Desde o início de 2026, o Real Decreto 1082/2025 passou a exigir informações mais precisas nos rótulos, eliminando denominações consideradas ambíguas e aumentando a transparência para o consumidor.
O que realmente muda nas latas de conservas de sardinha?
A principal alteração está na identificação dos produtos. O rótulo precisa utilizar a denominação comercial oficial aceita na Espanha e, em determinados casos, também a denominação científica correspondente, seguindo referências da base ASFIS da Organização das Nações Unidas para a Alimentação e a Agricultura (FAO).
Na prática, o consumidor passa a ter mais informações para saber exatamente qual espécie está comprando. A medida atinge produtos como sardinhas, mexilhões, berbigões, atum e ventresca.

Quais informações passam a ter regras mais rígidas?

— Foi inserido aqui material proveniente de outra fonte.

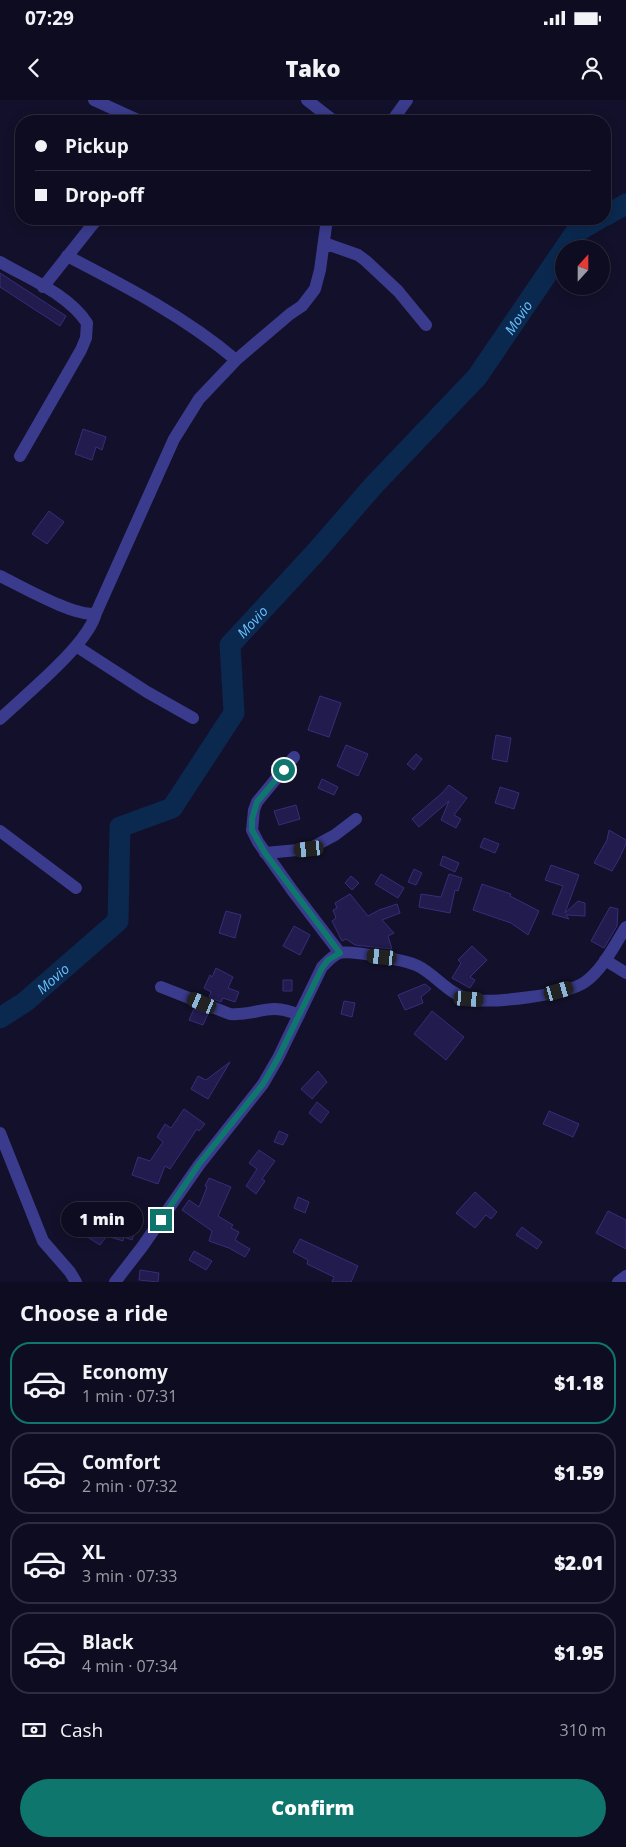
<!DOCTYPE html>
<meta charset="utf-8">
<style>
:root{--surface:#0e0c20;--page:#1c1a2d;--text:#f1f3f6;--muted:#9b9ba5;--line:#2e2c3e;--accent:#0f766e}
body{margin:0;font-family:"Open Sans",sans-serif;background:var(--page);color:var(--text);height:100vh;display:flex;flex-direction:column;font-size:19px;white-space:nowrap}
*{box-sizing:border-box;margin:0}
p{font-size:16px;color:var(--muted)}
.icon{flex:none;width:28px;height:28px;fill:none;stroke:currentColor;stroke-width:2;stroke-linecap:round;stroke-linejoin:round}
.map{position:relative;height:1182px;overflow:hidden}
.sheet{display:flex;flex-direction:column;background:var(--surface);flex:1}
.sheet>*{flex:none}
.top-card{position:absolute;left:15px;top:15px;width:596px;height:110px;border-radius:20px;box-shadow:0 2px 12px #0003,0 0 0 1px var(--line);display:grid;align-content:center;height:110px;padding:0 20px;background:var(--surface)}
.needle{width:32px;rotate:21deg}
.tools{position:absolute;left:555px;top:140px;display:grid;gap:10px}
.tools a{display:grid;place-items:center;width:55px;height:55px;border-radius:50%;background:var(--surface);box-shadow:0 2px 12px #0003,0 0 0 1px var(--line);font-size:25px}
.end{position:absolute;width:22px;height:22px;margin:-11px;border:6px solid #0f766e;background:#fff;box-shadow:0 0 0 2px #fff}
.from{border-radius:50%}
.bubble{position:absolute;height:35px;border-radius:18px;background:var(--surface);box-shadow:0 2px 12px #0003,0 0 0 1px var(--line);font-size:16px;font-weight:800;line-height:35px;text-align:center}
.car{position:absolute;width:15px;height:30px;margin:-15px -8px;border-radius:6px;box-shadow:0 0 4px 1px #0007;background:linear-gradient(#222 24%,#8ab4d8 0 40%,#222 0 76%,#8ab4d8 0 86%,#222 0)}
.top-card b{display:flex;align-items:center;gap:18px;height:48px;font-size:19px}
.top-card b+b{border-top:1px solid var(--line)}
.top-card i{width:12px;height:12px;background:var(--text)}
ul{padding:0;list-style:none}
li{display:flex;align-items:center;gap:15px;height:82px;margin:0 10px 8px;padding:0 10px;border:2px solid var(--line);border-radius:20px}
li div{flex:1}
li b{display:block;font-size:19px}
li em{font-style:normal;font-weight:800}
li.current{border-color:var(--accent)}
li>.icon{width:45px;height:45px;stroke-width:1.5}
h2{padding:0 20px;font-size:22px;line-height:60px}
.pay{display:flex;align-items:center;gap:12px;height:55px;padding:0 20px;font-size:19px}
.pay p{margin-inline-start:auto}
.cta{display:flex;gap:10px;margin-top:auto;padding:10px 20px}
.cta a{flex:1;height:58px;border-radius:30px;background:var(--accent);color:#fff;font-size:20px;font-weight:800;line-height:58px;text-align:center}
.status{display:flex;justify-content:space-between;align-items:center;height:35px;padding:0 25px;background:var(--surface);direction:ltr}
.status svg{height:14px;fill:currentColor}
header{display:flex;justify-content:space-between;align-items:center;height:65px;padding:0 20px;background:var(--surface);font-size:22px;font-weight:800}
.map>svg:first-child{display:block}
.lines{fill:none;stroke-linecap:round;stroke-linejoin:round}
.river{stroke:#0b284f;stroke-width:21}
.building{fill:#221b4d;stroke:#372d7a}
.minor{stroke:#3a3b8c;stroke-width:12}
.route{stroke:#0f766e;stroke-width:6}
.labels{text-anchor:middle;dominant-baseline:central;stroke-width:4.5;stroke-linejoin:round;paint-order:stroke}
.water-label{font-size:14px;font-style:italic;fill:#68c2ff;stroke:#13102b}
</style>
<div class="status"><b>07:29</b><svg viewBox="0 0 49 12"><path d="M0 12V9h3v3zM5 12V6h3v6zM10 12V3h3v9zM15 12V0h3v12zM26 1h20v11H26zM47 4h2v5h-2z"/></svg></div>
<header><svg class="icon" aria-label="back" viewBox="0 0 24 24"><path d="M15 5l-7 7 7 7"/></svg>Tako<svg class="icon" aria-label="person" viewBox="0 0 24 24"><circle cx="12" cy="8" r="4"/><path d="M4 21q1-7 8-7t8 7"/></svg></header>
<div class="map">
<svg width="626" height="1182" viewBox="0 0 626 1182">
<rect width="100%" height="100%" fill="#13102b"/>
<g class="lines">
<g class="river">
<path d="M605,116L626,104"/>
<path id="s1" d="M0,918L25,902L118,821L120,727L172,708L234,613L230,545L315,453L374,385L477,277L575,133L599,119"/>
</g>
</g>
<path class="building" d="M0,173L66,216L60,226L0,187Z
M83,329L106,337L102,350L96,347L92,360L75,354Z
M49,411L64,422L47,444L32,434Z
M320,596L341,603L329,637L308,630Z
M496,635L511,638L507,662L492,659Z
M346,645L368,654L358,676L337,666Z
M416,654L422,659L414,670L407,664Z
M322,679L338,687L334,695L318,688Z
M449,685L467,698L454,715L461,719L456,728L441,720L449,701L419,727L412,719L442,693Z
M500,687L519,693L514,709L495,703Z
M296,705L300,719L279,725L274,711Z
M609,730L626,740V744L619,759L612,771L594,763L607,740Z
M484,738L499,744L495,753L480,747Z
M443,756L459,763L455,772L440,765Z
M551,765L579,775L565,813L578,801L585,803V816L566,815L569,819L552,814L563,786L545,780Z
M414,769L422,773L416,785L408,782Z
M381,774L404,788L398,798L375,784Z
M449,774L462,778L458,791L455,790L450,813L419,807L421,794L441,797Z
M351,776L359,783L352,790L345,783Z
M482,784L511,794L510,796L539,811L528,835L511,823L473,810Z
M350,794L368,816L379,810L397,804L400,813L382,820L394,833L388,836L392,849L355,845L346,839L342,841L332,821L336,818L333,810L337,808L335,803Z
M610,807L618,809L617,826L604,848L591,841Z
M226,811L241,815L235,838L219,833Z
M294,826L310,835L300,855L283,846Z
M472,846L487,860L470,877L475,880L470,888L452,878L461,863L458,860Z
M216,868L233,877L228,888L239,892L235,902L223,898L221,902L213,899L209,897L211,892L204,888L210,875L212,877Z
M283,880H292V891H283Z
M425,884L431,889L421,897L423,903L405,910L398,895Z
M344,901L355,903L352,917L341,914Z
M194,909L208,914L203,925L189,920Z
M432,911L464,937L446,960L414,934Z
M230,962L208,999L191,989L198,976L206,980Z
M318,971L327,982L312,999L301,989Z
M317,1002L329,1012L321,1023L309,1013Z
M184,1009L205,1024L199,1031L197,1029L170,1069L165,1066L158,1084L132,1075L138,1057L150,1061L163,1042L157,1037L165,1024L171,1028Z
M549,1011L579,1024L573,1037L543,1024Z
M279,1031L288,1035L283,1045L274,1042Z
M259,1050L275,1061L262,1079L265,1081L256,1094L246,1086L257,1069L249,1063Z
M209,1078L231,1087L218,1116L233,1125L231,1128L239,1132L235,1140L250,1149L245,1157L229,1148L209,1141L212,1131L182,1110L189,1100L199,1107L207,1087L205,1086Z
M475,1092L497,1112L491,1119L486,1115L475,1128L456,1113Z
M298,1097L309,1102L305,1113L294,1108Z
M608,1111L626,1120V1149L596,1133Z
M75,1118L106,1137L100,1145L70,1126Z
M115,1120L137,1126L132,1140L124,1137L123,1141L110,1137Z
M522,1127L542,1142L537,1149L516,1135Z
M300,1139L358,1166L351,1182H332L334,1177L307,1164L308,1160L293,1152Z
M194,1151L212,1161L206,1170L189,1160Z
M140,1170L159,1173L158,1182L139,1180Z"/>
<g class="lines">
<path class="minor" d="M94,0L140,21
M307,0L334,21
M392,21L407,0
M324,143L358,155L366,161L398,191L426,225
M67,156C127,187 185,217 236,260
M0,162C29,179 68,194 87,223L86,238L81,250L20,356
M43,187L97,119
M0,476C19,485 78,519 96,513L174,339L199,299L236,260L290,214L302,206L315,189L320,170L327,119
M76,546L147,592L193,618
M0,619C25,595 88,545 96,513
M294,657L257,702L254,710L252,730L258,742L292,790L340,853
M0,731L76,788
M265,753L309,749L335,735L356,719
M605,860L626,873
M161,887L230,914C259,916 267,901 299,915
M0,1033L43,1141L70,1172L76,1182
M115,1182L142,1147L199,1065L263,984L278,958L322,867C327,862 332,856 339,853C351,850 406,860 418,866C436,875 448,894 469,899C491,904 567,895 585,882C603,869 614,846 626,827
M618,1182L626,1176"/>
</g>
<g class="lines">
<path class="route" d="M161,1120L199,1064L263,984L278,958L322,868L328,860L340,853L265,753L252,730V719L257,702L284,670"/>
</g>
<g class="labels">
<g class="water-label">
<text stroke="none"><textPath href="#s1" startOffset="921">Movio</textPath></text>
<text stroke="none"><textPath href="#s1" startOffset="516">Movio</textPath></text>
<text stroke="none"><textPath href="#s1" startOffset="66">Movio</textPath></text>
</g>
</g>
</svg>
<div class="tools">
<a><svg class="needle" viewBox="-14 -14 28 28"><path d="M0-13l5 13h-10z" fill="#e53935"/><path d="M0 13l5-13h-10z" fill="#9b9ba5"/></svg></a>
</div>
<i class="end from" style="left:284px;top:670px"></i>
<i class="end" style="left:161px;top:1120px"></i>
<div class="bubble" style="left:61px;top:1102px;width:82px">1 min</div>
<i class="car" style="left:309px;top:749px;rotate:264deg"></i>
<i class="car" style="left:382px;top:857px;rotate:276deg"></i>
<i class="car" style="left:559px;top:891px;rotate:74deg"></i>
<i class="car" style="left:469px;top:899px;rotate:94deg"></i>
<i class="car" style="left:202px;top:903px;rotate:293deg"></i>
<div class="top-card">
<b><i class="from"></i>Pickup</b>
<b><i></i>Drop-off</b>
</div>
</div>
<section class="sheet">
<h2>Choose a ride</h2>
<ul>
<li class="current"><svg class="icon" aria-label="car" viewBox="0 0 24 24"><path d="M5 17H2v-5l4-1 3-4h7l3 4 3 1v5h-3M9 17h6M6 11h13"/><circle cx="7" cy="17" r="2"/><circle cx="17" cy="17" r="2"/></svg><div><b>Economy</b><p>1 min · 07:31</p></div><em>$1.18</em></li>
<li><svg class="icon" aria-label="car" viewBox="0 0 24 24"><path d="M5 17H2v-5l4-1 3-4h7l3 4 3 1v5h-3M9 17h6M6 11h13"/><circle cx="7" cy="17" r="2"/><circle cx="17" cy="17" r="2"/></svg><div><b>Comfort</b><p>2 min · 07:32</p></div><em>$1.59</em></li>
<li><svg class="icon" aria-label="car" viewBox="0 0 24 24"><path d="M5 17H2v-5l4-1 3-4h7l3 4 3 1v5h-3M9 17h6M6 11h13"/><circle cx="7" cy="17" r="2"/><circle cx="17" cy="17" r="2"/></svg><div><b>XL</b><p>3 min · 07:33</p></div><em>$2.01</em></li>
<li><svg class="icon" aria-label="car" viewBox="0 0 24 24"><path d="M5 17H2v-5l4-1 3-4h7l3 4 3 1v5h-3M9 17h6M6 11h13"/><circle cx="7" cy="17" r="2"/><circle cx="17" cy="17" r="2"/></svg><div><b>Black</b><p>4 min · 07:34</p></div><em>$1.95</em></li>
</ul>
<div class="pay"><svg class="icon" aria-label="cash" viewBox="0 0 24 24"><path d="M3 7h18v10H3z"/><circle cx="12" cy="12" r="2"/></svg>Cash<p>310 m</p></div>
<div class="cta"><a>Confirm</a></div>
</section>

A legislação também estabelece critérios específicos para termos usados frequentemente nas embalagens. Isso reduz a possibilidade de expressões genéricas serem utilizadas de maneiras diferentes pelos fabricantes.
Entre os conceitos que passam a seguir requisitos definidos estão:
Preparação
“Limpo” e “eviscerado” devem indicar corretamente como o alimento foi preparado antes da comercialização.
Processamento
Expressões como “ultracongelado” e “pasteurizado” precisam corresponder ao tratamento aplicado ao produto.
Forma de preparo
Termos como “a defumado” e “em escabeche” passam a seguir critérios específicos de preparação.
Cortes específicos
“Ventresca”, “cocochas”, “anilhas”, “filé” e “lombo” devem corresponder efetivamente aos cortes indicados.
Assim, a descrição impressa na embalagem deve representar efetivamente as características do alimento vendido.
Por que as conservas de sardinha e “sardinillas” também entram na mudança?
Um dos exemplos mais curiosos envolve a diferença entre sardinha e “sardinilla”. O termo, que antes podia ser utilizado de maneira mais ampla, agora depende de limites específicos de tamanho e peso.
Para produtos do Mediterrâneo, por exemplo, a “sardinilla” deve medir entre 11 e 15 centímetros e pesar de 10,7 a 25 gramas. Em outros calados, os limites de comprimento ficam entre 11 e 13,7 centímetros, com peso de 12,5 a 25 gramas.
O que muda para mexilhões, berbigões e outros moluscos?
As conservas de mexilhão, berbigão e amêijoa também passam a seguir exigências atualizadas. Parte das regras anteriores remontava a 1985 e foi considerada inadequada diante das mudanças no consumo e nas técnicas de produção.
Com o novo decreto, os produtos precisam apresentar a denominação científica, uma descrição da forma como são apresentados e informações sobre determinados aditivos utilizados para preservar a textura.
A mudança, portanto, não significa o fim das latas de sardinha ou mexilhão. O que chega ao consumidor é uma nova exigência de identificação, com o objetivo de tornar o conteúdo e as características das conservas mais claros e verificáveis.